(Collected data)
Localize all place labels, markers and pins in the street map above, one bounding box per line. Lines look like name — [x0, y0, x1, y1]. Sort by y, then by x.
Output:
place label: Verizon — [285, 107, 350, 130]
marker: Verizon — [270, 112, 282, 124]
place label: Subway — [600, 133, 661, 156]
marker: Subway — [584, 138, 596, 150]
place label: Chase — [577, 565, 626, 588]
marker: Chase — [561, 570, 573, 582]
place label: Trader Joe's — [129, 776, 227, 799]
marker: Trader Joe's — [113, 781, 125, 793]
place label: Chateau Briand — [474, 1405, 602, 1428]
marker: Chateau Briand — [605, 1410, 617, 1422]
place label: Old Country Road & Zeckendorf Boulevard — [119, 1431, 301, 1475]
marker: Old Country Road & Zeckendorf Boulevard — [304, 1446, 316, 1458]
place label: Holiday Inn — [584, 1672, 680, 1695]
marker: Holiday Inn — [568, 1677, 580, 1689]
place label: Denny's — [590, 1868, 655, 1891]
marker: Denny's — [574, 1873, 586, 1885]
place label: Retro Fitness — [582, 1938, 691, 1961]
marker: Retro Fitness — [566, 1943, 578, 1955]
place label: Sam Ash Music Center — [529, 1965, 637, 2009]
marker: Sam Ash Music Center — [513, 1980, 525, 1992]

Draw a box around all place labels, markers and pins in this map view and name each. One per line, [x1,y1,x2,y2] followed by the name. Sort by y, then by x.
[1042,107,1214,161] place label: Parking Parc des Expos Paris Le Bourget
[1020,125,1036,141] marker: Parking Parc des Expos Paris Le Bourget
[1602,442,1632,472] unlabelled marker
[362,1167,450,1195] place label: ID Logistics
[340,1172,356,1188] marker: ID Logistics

> _ACTIVITY_
Every line above should be printed again exactly as it stands.

> _EXPECTED ANSWER_
Localize all place labels, markers and pins in the street map above, one bounding box per line. Lines look like name — [x0, y0, x1, y1]. Sort by y, then by x.
Output:
place label: Verizon — [285, 107, 350, 130]
marker: Verizon — [270, 112, 282, 124]
place label: Subway — [600, 133, 661, 156]
marker: Subway — [584, 138, 596, 150]
place label: Chase — [577, 565, 626, 588]
marker: Chase — [561, 570, 573, 582]
place label: Trader Joe's — [129, 776, 227, 799]
marker: Trader Joe's — [113, 781, 125, 793]
place label: Chateau Briand — [474, 1405, 602, 1428]
marker: Chateau Briand — [605, 1410, 617, 1422]
place label: Old Country Road & Zeckendorf Boulevard — [119, 1431, 301, 1475]
marker: Old Country Road & Zeckendorf Boulevard — [304, 1446, 316, 1458]
place label: Holiday Inn — [584, 1672, 680, 1695]
marker: Holiday Inn — [568, 1677, 580, 1689]
place label: Denny's — [590, 1868, 655, 1891]
marker: Denny's — [574, 1873, 586, 1885]
place label: Retro Fitness — [582, 1938, 691, 1961]
marker: Retro Fitness — [566, 1943, 578, 1955]
place label: Sam Ash Music Center — [529, 1965, 637, 2009]
marker: Sam Ash Music Center — [513, 1980, 525, 1992]

Draw a box around all place labels, markers and pins in this map view and name each. One per line, [x1,y1,x2,y2] followed by the name. Sort by y, then by x.
[1042,107,1214,161] place label: Parking Parc des Expos Paris Le Bourget
[1020,125,1036,141] marker: Parking Parc des Expos Paris Le Bourget
[1602,442,1632,472] unlabelled marker
[362,1167,450,1195] place label: ID Logistics
[340,1172,356,1188] marker: ID Logistics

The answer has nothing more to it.